Show all lines from the records below in which the string "Kebo" is present.
*** Opening Recorded information ***
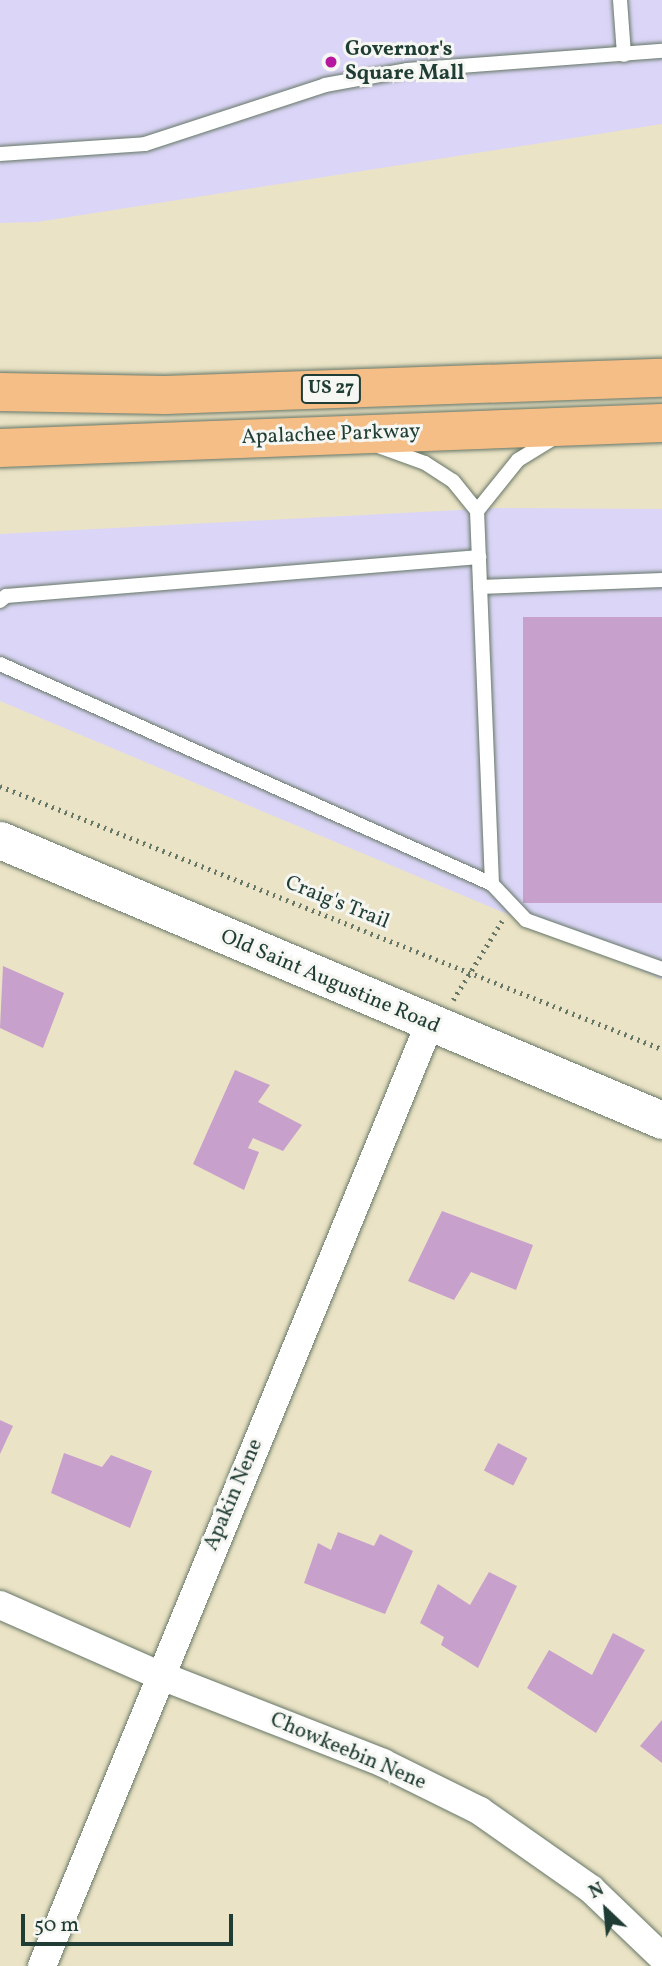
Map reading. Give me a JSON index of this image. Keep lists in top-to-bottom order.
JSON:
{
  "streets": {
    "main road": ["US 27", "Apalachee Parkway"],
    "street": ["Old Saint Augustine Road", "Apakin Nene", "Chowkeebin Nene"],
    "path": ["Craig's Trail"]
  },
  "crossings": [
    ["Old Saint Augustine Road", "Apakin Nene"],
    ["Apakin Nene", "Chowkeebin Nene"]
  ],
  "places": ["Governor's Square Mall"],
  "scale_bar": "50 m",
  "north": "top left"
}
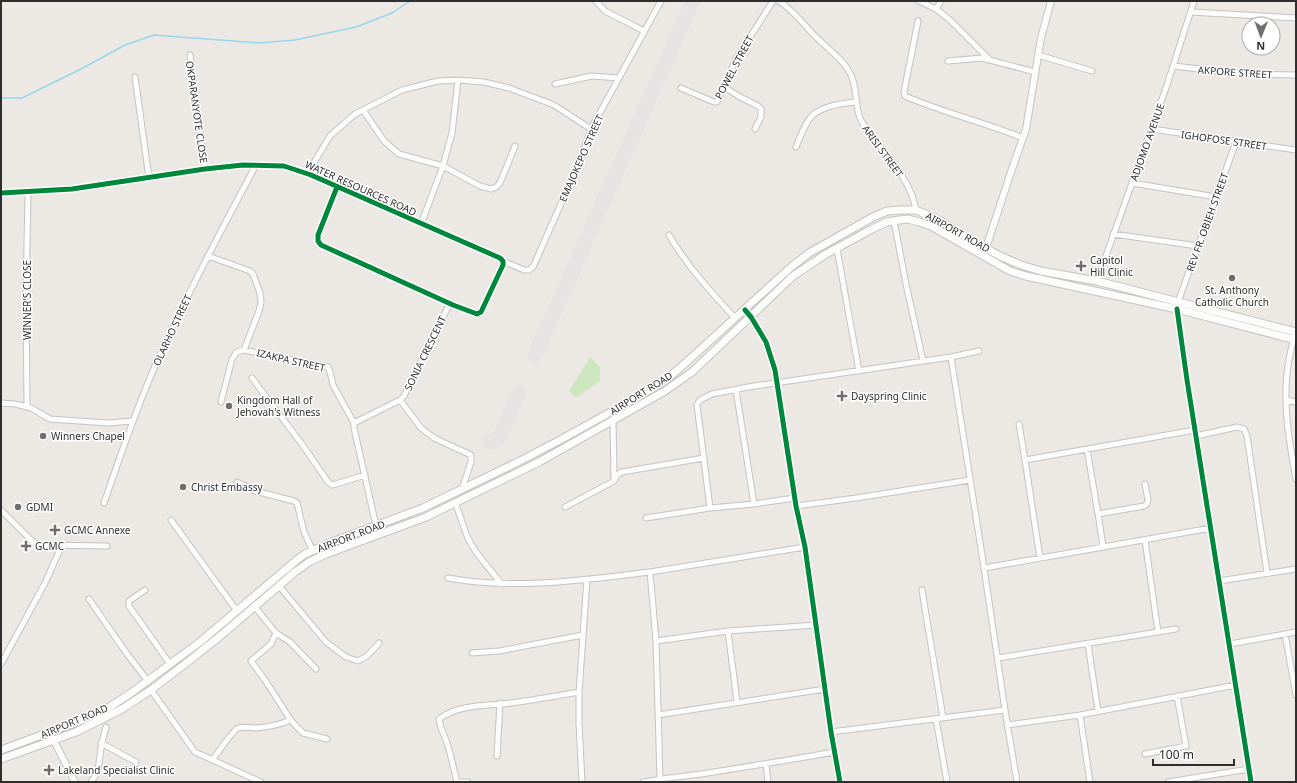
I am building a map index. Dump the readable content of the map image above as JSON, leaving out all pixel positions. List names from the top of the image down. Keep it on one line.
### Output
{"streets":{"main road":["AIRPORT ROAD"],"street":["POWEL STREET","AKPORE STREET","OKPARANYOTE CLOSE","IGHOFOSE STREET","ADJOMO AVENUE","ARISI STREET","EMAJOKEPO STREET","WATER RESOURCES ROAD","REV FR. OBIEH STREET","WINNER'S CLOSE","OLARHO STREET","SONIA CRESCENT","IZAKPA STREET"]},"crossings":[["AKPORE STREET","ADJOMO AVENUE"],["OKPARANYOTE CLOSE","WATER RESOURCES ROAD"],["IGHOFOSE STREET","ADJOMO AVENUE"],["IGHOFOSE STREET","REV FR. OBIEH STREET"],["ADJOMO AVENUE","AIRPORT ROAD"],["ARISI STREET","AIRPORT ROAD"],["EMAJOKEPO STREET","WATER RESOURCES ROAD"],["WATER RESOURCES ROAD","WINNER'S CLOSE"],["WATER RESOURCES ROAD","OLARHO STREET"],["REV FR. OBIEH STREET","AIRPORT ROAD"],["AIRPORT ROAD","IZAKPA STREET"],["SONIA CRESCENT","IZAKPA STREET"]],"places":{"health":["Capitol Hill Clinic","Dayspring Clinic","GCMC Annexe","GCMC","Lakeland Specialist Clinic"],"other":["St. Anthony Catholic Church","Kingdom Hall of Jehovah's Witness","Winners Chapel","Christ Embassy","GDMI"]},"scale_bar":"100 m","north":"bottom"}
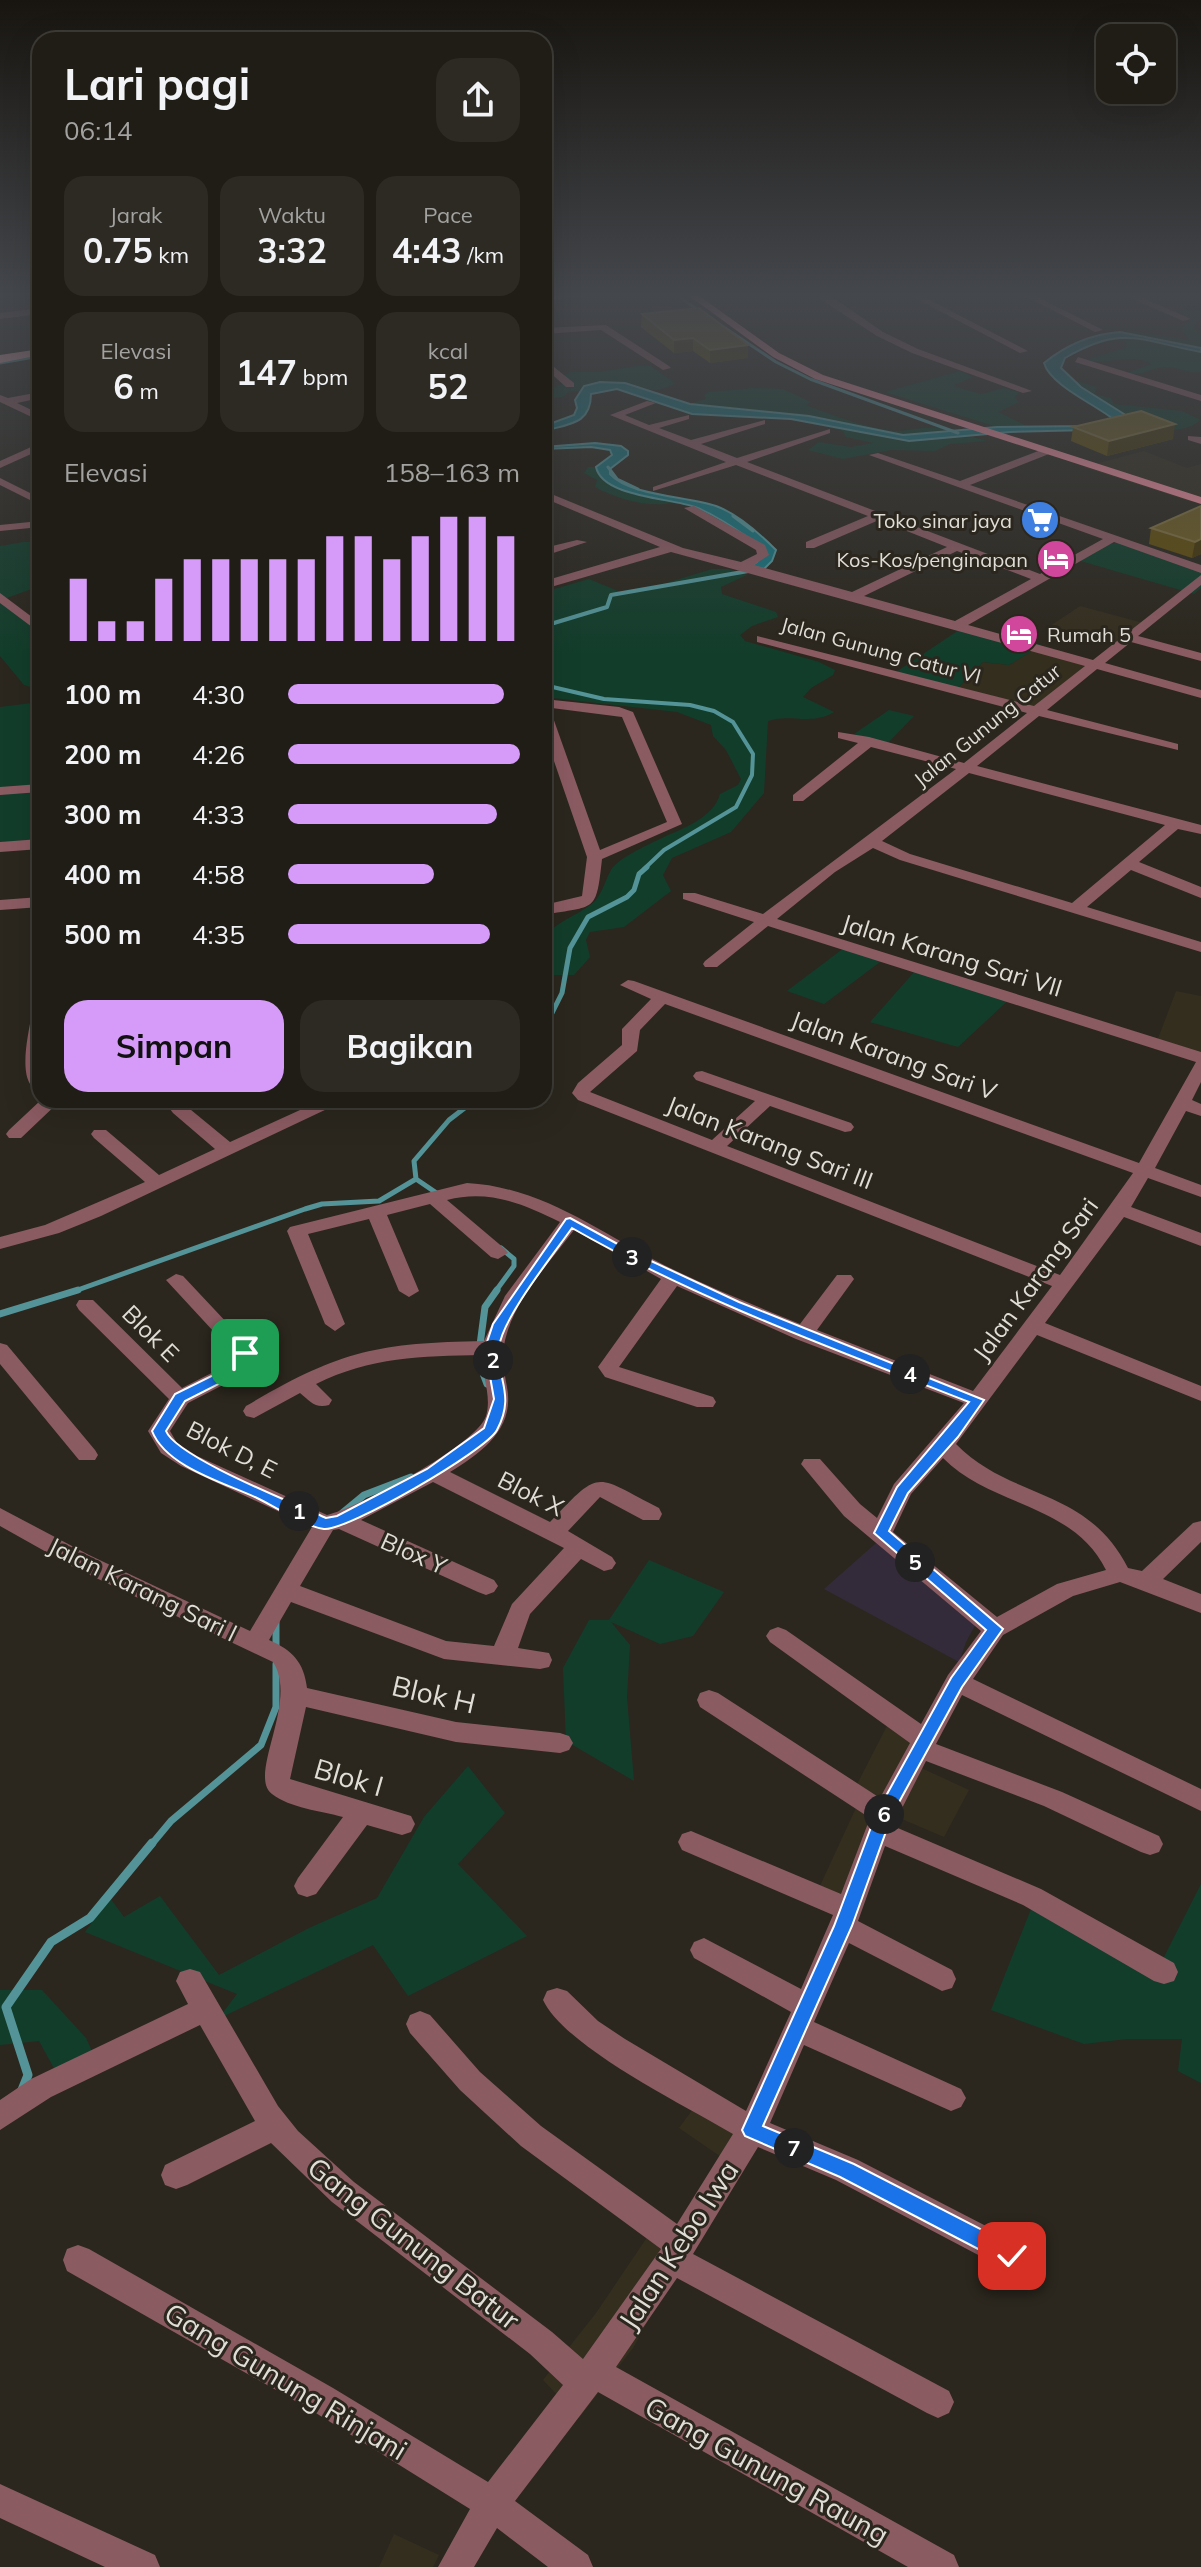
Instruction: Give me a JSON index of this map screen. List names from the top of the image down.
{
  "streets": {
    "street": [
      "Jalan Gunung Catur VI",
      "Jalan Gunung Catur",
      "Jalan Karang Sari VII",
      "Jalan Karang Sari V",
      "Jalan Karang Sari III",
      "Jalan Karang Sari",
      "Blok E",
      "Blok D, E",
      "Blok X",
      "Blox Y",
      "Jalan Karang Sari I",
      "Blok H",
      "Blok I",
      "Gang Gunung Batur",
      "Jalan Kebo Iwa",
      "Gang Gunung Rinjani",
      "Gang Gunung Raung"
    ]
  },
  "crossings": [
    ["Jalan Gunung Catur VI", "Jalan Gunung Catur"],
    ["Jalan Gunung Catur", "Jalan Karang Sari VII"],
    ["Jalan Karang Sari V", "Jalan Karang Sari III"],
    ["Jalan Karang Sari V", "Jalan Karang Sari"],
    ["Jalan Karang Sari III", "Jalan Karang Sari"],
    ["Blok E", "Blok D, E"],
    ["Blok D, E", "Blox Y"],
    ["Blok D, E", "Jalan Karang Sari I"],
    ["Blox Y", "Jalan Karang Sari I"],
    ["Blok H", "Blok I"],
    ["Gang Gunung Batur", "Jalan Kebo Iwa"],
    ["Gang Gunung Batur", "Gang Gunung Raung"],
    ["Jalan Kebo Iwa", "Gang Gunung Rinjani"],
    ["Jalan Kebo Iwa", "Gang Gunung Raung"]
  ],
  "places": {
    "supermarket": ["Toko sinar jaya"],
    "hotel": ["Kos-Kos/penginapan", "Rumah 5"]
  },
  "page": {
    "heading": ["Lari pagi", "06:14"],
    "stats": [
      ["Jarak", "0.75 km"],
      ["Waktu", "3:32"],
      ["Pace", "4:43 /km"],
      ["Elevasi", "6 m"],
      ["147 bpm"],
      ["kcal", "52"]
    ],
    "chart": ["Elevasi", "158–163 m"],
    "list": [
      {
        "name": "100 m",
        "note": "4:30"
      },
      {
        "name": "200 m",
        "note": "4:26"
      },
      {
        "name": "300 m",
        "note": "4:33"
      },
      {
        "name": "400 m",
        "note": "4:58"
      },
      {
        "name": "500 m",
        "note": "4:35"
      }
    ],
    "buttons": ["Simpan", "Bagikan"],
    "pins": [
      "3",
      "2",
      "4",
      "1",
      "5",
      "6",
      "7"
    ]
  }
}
*** Closing Recorded information ***
Output.
      "Jalan Kebo Iwa",
    ["Gang Gunung Batur", "Jalan Kebo Iwa"],
    ["Jalan Kebo Iwa", "Gang Gunung Rinjani"],
    ["Jalan Kebo Iwa", "Gang Gunung Raung"]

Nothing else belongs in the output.